To be honest, I hadn't thought of it.  I see what you mean, though, and thanks for the link. I'm definitely going to read some of the articles on that website.


----------



## Ravndal (Jun 8, 2012)

It's not art before it has gone trough instagram

obviously


----------



## appoggiatura (Feb 6, 2012)

I'm a very mediocre painter. Had some lessons when I was eleven but I'm teaching myself now. 
I'm not good at sketching and drawing, I prefer painting and resolving my problems while painting. I should get lessons though, it's terrible.

The first two paintings are from a collection I'm making. Theme: 'Amsterdam'. First painting will be the Concertgebouw in Amsterdam. I'm bad at perspective etc but I find that I can resolve the problems the longer I'm working at it. I just begun with that one.
The second painting is based on a black and white picture from Jacob Olie (1902 or so)
I'm not done with those two...









Third painting is a copy from a world press picture, I can't find it on google anymore. I made it for my cousins, they requested it. I'm AGAINST bullfighting but I found this picture very interesting because of the composition and just because you don't know what's going to happen.
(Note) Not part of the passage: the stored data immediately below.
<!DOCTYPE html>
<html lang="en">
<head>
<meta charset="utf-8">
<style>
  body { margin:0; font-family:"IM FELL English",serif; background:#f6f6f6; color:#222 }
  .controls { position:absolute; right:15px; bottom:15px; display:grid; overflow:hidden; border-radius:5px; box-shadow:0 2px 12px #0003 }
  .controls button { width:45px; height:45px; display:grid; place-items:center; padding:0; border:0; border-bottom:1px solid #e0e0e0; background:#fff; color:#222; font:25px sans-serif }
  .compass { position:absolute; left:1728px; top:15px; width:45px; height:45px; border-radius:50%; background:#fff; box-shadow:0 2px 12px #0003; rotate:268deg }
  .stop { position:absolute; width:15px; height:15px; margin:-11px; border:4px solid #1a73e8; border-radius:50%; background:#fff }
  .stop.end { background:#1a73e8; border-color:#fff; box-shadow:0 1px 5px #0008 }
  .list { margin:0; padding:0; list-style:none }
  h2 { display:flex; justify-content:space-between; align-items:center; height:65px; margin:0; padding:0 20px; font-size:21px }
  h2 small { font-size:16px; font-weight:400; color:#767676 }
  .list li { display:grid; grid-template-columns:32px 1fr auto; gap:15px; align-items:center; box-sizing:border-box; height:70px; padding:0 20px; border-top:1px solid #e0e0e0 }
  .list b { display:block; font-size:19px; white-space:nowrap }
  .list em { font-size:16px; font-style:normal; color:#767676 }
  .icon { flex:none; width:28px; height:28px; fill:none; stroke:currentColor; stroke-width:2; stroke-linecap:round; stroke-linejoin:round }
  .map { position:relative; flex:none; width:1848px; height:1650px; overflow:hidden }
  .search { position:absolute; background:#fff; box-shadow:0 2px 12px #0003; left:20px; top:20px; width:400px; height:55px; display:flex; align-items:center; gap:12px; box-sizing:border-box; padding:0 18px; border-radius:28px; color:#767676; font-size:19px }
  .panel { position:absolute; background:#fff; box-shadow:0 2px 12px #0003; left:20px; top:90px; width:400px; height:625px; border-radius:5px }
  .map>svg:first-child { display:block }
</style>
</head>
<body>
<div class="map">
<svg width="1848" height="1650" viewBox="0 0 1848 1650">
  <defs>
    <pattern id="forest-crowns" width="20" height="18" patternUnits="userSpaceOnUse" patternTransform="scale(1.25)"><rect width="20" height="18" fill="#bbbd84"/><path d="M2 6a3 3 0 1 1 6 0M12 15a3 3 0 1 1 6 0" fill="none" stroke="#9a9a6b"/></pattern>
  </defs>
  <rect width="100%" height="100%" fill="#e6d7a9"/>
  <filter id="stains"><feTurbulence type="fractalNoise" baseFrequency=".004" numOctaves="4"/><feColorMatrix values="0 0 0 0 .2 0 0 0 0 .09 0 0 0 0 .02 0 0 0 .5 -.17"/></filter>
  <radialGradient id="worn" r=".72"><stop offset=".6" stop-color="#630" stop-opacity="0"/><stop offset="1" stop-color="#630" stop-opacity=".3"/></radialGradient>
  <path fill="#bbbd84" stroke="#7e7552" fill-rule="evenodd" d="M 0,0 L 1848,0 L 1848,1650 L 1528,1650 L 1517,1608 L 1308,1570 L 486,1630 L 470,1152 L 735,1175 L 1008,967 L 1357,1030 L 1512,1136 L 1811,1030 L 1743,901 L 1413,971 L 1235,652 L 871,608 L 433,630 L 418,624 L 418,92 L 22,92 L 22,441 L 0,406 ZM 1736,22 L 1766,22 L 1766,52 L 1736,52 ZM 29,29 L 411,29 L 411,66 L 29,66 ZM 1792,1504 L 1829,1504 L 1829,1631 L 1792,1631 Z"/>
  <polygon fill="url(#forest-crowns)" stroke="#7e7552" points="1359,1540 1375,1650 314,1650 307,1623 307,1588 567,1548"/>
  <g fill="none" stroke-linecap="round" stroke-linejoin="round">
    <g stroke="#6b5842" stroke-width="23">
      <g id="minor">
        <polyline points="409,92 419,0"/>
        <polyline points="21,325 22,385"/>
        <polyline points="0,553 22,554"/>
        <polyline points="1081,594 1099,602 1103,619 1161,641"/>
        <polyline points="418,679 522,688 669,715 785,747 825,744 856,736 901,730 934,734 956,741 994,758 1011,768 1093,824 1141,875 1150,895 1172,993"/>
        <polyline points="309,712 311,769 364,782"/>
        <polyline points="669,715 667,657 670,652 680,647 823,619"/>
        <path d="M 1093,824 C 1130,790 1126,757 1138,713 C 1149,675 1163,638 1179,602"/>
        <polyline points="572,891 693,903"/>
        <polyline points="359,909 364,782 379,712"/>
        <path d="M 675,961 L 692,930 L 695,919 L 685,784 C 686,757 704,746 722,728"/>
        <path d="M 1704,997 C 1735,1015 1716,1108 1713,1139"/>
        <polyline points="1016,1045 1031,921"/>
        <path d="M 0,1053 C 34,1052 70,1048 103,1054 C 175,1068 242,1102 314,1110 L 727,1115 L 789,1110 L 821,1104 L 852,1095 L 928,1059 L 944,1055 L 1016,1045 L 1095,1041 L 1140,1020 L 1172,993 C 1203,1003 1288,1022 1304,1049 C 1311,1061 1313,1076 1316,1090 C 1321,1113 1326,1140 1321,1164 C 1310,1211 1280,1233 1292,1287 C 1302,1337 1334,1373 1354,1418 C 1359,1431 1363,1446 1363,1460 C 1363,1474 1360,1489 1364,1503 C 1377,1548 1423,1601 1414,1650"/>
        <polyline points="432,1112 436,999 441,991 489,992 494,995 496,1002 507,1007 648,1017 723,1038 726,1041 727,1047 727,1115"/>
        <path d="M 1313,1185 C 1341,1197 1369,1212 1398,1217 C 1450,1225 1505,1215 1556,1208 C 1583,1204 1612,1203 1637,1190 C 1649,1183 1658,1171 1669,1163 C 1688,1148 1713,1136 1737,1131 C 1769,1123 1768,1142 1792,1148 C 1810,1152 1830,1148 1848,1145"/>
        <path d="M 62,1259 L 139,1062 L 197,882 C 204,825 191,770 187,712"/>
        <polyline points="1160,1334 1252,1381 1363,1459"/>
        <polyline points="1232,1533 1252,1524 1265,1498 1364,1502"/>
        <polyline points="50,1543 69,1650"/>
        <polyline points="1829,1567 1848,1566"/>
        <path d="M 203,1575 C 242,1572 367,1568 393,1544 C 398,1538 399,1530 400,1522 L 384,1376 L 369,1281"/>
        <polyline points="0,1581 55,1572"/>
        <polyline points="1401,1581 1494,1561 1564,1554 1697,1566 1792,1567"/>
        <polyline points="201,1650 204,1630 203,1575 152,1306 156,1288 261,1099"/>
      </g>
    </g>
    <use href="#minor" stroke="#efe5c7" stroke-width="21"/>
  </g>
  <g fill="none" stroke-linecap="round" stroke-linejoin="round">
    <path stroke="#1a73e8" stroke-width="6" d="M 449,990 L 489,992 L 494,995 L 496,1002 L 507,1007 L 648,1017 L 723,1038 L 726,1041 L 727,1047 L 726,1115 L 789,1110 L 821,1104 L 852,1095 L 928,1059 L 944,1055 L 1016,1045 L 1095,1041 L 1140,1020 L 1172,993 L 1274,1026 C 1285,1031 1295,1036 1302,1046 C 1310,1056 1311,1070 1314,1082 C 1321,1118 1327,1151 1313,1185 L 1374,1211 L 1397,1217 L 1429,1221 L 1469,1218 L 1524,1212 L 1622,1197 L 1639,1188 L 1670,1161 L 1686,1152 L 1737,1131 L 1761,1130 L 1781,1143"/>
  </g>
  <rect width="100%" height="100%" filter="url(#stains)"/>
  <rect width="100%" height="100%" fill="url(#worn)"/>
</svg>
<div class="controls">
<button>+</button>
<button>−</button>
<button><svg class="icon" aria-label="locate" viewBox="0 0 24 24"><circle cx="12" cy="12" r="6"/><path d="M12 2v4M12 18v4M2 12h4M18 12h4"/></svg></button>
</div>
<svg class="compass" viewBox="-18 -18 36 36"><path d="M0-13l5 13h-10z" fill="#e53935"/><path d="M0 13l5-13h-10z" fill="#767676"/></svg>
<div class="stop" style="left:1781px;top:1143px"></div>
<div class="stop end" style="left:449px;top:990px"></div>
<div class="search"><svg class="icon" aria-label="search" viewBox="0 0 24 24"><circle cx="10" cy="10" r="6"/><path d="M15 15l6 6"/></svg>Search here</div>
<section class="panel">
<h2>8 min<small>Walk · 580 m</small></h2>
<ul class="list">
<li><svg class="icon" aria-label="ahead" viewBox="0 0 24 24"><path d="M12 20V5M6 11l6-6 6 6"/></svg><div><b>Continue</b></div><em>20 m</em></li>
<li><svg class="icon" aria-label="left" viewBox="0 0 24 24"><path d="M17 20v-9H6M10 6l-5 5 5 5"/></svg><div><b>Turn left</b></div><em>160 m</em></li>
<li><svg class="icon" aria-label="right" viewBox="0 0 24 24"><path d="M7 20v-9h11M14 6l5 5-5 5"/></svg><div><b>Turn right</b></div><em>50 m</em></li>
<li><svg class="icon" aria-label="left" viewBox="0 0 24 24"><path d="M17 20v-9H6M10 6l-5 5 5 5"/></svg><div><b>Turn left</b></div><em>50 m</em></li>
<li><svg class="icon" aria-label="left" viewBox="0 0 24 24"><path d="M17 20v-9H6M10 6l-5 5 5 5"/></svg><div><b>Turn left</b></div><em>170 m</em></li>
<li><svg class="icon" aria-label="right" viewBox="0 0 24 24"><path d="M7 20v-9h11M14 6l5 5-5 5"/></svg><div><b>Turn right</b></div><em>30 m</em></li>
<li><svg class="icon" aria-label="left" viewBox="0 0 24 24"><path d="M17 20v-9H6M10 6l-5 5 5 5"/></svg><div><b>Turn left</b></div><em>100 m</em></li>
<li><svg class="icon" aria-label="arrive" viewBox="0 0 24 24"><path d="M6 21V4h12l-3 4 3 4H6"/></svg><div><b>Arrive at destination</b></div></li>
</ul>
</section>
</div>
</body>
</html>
If the bull hits the horse and the matador or not. 
I didn't want to make it too realistic but I wanted to give it my own trademark. 
( it's for personal use, well for my cousins, so no copyright issues I hope)









It's oil paint.

I have some more paintings including some portraits.. 
I should paint more but I don't have time for that, stupid piano and viola and singing and music theory etc  Blame Schubert.


----------